Paul has been working at the forefront of international synthetic biology developments since 2002 and has played a key role with Dick Kitney in developing from the outset the UK strategy for synthetic biology research, innovation and training.

A leading figure in synthetic biology, he has played a key part in the development of synthetic biology in the UK and was a co-author of the British Government’s UK Synthetic Biology Roadmap. Paul has been a passionate advocate for synthetic biology research and translation both in Europe and internationally and has participated as a technical expert in the United Nations Convention for Biological Diversity and Biological Weapons Convention. He is also a working group member of the US NIST synthetic biology standards consortium.

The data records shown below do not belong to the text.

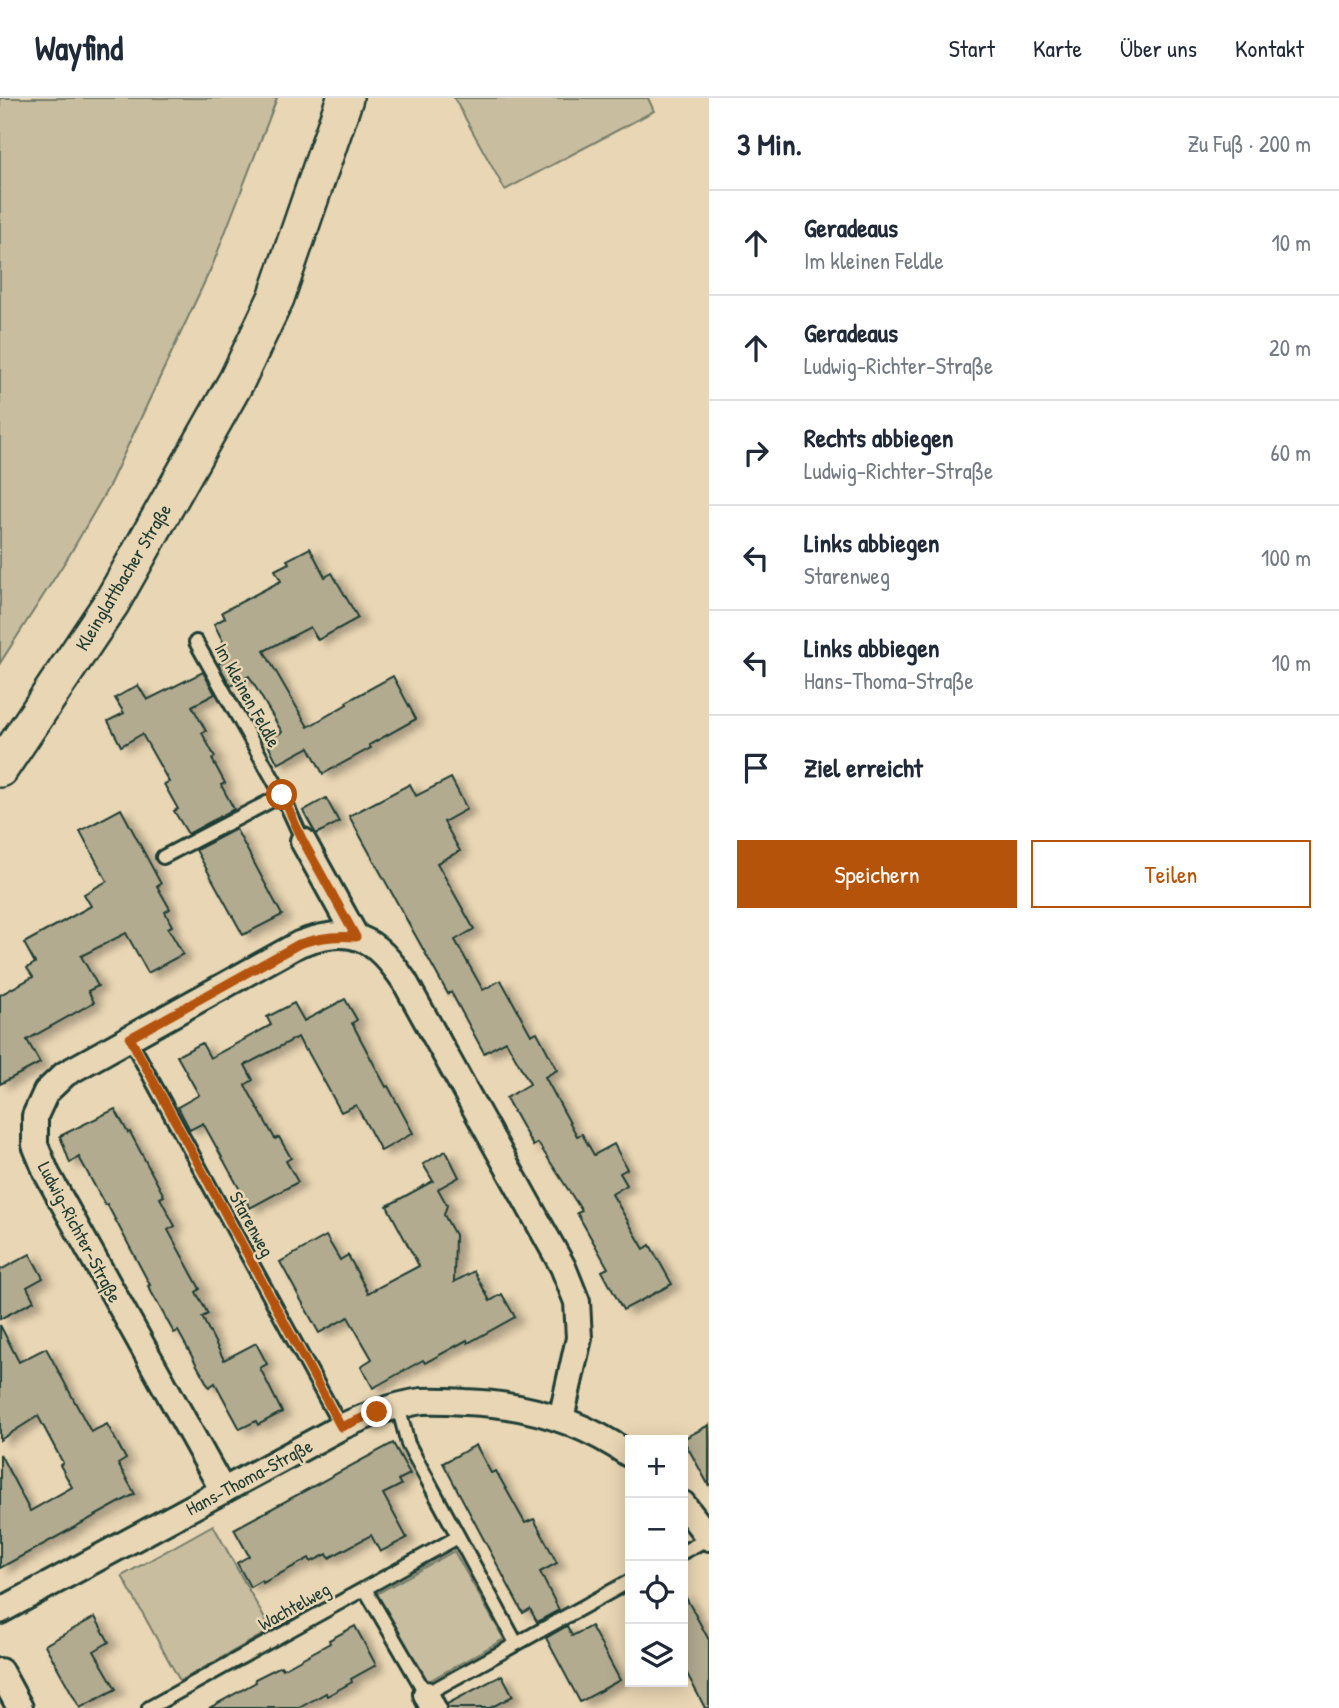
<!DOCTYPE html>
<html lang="de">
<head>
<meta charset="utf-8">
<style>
  :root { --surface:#fff; --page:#f6f6f7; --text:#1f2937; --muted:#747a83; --line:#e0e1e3; --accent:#b45309 }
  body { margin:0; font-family:"Patrick Hand",sans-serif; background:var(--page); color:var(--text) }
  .controls { position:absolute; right:21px; bottom:21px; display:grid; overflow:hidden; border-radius:0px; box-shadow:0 4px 18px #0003 }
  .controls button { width:63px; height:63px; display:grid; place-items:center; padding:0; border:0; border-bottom:2px solid var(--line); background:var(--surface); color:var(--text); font:35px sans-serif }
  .stop { position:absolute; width:21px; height:21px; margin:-16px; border:5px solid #b45309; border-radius:50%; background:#fff }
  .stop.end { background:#b45309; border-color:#fff; box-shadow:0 2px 7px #0008 }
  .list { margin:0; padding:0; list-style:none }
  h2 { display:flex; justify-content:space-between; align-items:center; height:91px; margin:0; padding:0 28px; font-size:30px }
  h2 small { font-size:23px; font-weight:400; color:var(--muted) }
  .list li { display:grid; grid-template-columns:46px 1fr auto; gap:21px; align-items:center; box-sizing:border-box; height:105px; padding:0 28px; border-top:2px solid var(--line) }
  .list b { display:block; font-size:26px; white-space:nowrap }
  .list p { margin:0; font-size:23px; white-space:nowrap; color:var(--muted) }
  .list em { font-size:23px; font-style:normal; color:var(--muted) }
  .actions { display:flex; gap:14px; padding:21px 28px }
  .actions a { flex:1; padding:16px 0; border:2px solid var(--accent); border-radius:0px; text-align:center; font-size:24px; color:var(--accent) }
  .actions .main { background:var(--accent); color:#fff }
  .icon { flex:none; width:38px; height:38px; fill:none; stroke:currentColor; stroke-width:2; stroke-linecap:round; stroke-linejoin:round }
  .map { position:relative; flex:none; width:709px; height:1610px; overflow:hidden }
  header { display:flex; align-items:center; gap:42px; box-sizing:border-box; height:98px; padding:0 35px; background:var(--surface); border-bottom:2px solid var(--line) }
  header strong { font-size:33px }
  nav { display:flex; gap:38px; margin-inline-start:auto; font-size:24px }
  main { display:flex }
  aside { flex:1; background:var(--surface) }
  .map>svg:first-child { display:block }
  .green { fill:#c8bd9f; stroke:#747d6a; stroke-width:2 }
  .building { fill:#b2ab90; stroke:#1f3d34; stroke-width:2; filter:url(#shadow) }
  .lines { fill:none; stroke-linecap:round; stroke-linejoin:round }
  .service-casing { stroke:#1f3d34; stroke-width:18 }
  .minor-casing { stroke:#1f3d34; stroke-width:30 }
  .secondary-casing { stroke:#1f3d34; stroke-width:40 }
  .service { stroke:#e9d6b4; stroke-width:12 }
  .minor { stroke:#e9d6b4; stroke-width:24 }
  .secondary { stroke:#e9d6b4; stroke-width:35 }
  .route { stroke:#b45309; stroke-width:9 }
  .labels { text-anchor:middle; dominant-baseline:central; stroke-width:5; stroke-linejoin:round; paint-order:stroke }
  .street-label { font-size:19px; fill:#1f3d34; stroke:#e9d6b4 }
</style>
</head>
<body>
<header>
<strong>Wayfind</strong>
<nav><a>Start</a><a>Karte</a><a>Über uns</a><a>Kontakt</a></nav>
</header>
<main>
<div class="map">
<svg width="709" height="1610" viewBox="0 0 709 1610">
  <defs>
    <filter id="shadow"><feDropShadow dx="8" dy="4.5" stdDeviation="3.5" flood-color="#0004"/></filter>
  </defs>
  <rect width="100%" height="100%" fill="#e9d6b4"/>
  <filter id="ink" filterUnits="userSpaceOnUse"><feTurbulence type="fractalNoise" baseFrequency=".0143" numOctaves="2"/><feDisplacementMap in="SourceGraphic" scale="14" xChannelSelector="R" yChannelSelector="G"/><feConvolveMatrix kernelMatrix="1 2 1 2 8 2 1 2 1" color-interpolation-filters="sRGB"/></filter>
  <g filter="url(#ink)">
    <!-- green -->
    <g class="green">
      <polygon points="0,0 277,0 213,166 108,390 70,456 0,565"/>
      <polygon points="454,0 648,0 654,13 505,92"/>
      <polygon points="213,1427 271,1532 180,1583 122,1478"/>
      <polygon points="454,1453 504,1541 425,1585 376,1496"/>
    </g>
    <!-- building -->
    <g class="building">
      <polygon points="310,450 325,479 332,475 358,520 318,542 310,529 264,553 308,629 347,606 346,604 393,578 416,621 369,647 371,650 323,676 309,649 278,666 266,643 282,634 249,578 231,588 218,566 229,560 228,559 230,557 214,526 225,520 222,514 281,483 275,472 289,465 287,462"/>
      <polygon points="203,574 215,596 192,608 206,633 202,635 215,659 212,661 225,685 221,687 234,711 188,736 174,713 178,711 164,686 169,684 142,636 121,648 108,623 124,615 115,600 138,587 147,602"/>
      <polygon points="451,680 467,711 444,724 460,753 437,765 474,831 455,842 483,892 501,882 531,937 537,934 557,972 545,979 577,1038 582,1036 594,1057 614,1046 627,1071 620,1075 627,1087 612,1096 644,1151 650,1147 672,1186 623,1212 602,1173 608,1170 577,1115 582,1113 538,1045 533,1048 506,1000 530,986 506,943 484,955 451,894 448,896 349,718 410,686 416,698"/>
      <polygon points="326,700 339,724 316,736 303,713"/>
      <polygon points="121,711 161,786 157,788 170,811 165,814 172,828 168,830 183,856 148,875 126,835 81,858 98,888 88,893 94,904 27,942 40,965 0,986 0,897 33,879 27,870 35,865 24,845 91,808 84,796 107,783 80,733"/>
      <polygon points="236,731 282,817 243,837 196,752"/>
      <polygon points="345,901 357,922 352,925 386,989 388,988 413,1035 381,1053 356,1007 341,1014 307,952 305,953 298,939 245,967 253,982 245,987 275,1041 279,1039 291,1060 286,1063 298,1084 250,1110 203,1025 190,1032 178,1009 199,997 177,958 202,945 210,960 271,927 267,919 294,905 304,923"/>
      <polygon points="115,1011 128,1035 130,1034 164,1098 160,1100 175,1128 168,1132 200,1191 196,1194 208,1216 202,1219 224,1262 256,1245 267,1266 260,1270 282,1314 258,1327 256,1323 240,1331 215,1285 209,1289 178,1233 174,1235 148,1188 150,1187 107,1106 105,1107 79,1059 70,1065 60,1038"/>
      <polygon points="446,1053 459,1079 438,1091 447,1107 444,1117 455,1137 454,1184 474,1173 490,1203 502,1196 515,1219 468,1245 467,1242 425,1265 423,1262 373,1290 361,1268 372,1261 348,1219 319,1235 280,1164 326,1138 340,1162 348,1157 368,1195 419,1168 387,1108 433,1083 423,1066"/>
      <polygon points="30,1156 43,1180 27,1189 34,1203 0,1221 0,1172"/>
      <polygon points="0,1227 19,1264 46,1250 91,1334 107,1326 126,1361 118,1366 135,1396 0,1470 0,1356 30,1413 72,1389 60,1367 63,1365 38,1318 0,1342"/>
      <polygon points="709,1327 709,1388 683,1341"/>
      <polygon points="393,1345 410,1376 398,1382 401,1387 383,1396 407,1440 380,1454 371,1437 329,1460 327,1456 311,1464 309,1460 263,1485 262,1482 250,1489 237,1465 249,1458 234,1431"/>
      <polygon points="476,1347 491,1375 496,1373 525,1425 534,1421 557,1465 540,1474 559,1512 537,1524 530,1511 523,1515 443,1365"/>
      <polygon points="683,1494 709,1542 709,1610 705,1610 683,1568"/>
      <polygon points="95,1519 109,1544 94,1553 116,1591 80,1610 45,1547"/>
      <polygon points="355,1528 376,1567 351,1581 352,1584 327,1598 326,1595 299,1610 209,1610 256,1584 255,1581 281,1568 283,1571 330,1545 329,1542"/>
      <polygon points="567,1528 572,1538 591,1528 620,1582 580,1604 546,1540"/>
      <polygon points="502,1577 513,1598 490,1610 448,1610 447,1606"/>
    </g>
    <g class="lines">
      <defs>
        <g id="service">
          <polyline points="196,544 282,697 303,743"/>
          <polyline points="163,759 282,697"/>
          <polyline points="129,940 341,1329"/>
          <polyline points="398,1308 408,1346 516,1545"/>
          <polyline points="683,1454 709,1440"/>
          <polyline points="365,1491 426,1596 630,1483"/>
          <polyline points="149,1610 458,1439"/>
        </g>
        <g id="minor">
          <polyline points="303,743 356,839"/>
          <path d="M223,1393l-176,-317 -12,-29v-29l11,-24 19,-18 234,-130c53,-20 76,-7 106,38l158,285 14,35 2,36 -18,81"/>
          <polyline points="683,1406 709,1440"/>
          <path d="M0,1513l341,-184c26,-12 53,-22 81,-26 14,-1 29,0 43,1 60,2 116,19 165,53"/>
          <polyline points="0,1573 20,1610"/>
          <polyline points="426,1596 433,1610"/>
        </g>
        <polyline id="secondary" points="0,671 112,504 237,282 276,200 345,0"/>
      </defs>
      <!-- service casing -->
      <use href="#service" class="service-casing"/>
      <!-- minor casing -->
      <use href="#minor" class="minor-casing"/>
      <!-- secondary casing -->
      <use href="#secondary" class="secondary-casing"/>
      <!-- service -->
      <use href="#service" class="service"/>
      <!-- minor -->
      <use href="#minor" class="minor"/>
      <!-- secondary -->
      <use href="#secondary" class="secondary"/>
    </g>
  </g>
  <g class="lines" filter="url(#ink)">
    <!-- route -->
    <path class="route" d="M282,697l21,46 53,96c-21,-2 -37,0 -57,7l-169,94 211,389 36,-15"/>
  </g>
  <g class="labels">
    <!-- street labels -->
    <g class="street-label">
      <text transform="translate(123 479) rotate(-59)">Kleinglattbacher Straße</text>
      <text transform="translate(248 597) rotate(61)">Im kleinen Feldle</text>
      <text transform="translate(252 1126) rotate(61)">Starenweg</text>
      <text transform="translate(80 1134) rotate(62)">Ludwig-Richter-Straße</text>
      <text transform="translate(249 1379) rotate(-28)">Hans-Thoma-Straße</text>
      <text transform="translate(294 1508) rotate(-29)">Wachtelweg</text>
    </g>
  </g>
</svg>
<div class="controls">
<button>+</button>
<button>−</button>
<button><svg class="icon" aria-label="locate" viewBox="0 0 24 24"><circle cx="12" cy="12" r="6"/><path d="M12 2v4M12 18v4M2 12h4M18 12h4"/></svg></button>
<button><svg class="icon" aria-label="layers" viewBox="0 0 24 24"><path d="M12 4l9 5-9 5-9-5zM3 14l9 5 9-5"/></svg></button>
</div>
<div class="stop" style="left:282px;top:697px"></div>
<div class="stop end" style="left:377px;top:1314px"></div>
</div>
<aside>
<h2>3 Min.<small>Zu Fuß · 200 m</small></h2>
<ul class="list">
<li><svg class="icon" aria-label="ahead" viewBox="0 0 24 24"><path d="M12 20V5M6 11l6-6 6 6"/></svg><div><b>Geradeaus</b><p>Im kleinen Feldle</p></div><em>10 m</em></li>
<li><svg class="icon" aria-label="ahead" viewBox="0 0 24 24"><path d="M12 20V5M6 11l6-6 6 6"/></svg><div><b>Geradeaus</b><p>Ludwig-Richter-Straße</p></div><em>20 m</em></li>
<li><svg class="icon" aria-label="right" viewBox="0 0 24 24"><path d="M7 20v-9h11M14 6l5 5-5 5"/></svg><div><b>Rechts abbiegen</b><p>Ludwig-Richter-Straße</p></div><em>60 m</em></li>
<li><svg class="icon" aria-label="left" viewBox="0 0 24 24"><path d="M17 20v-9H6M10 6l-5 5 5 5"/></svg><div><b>Links abbiegen</b><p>Starenweg</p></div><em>100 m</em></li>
<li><svg class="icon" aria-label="left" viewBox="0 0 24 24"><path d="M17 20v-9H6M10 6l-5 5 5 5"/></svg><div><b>Links abbiegen</b><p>Hans-Thoma-Straße</p></div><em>10 m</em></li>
<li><svg class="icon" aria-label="arrive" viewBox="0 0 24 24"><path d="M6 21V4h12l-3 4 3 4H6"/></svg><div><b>Ziel erreicht</b></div></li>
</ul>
<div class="actions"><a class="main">Speichern</a><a>Teilen</a></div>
</aside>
</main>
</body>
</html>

Paul’s research interests span from understanding the molecular mechanisms of human diseases and infection to the development of synthetic biology platform technologies and biosensors and he is the author of over 170 peer-reviewed scientific publications. He gives many lectures both at international scientific meetings and also public lecture - the most recent being the Ellison-Cliffe medal lecture at the Royal Society of Medicine.

With Dick Kitney, Paul co-founded and co-directs the UK’s first academic research centre for synthetic biology at Imperial College London (CSynBI) and the first R&D centre for synthetic biology SynbiCITE.

Paul is also very active in public engagement including numerous public debates - the most recent at the Royal Institution and public displays including at the Science Museum and the first ‘pop-up’ lab at the Victoria and Albert museum. He is also an advocate for training young people and talks regularly at schools and and has successfully co-supervised Imperial undergraduate iGEM teams since 2006.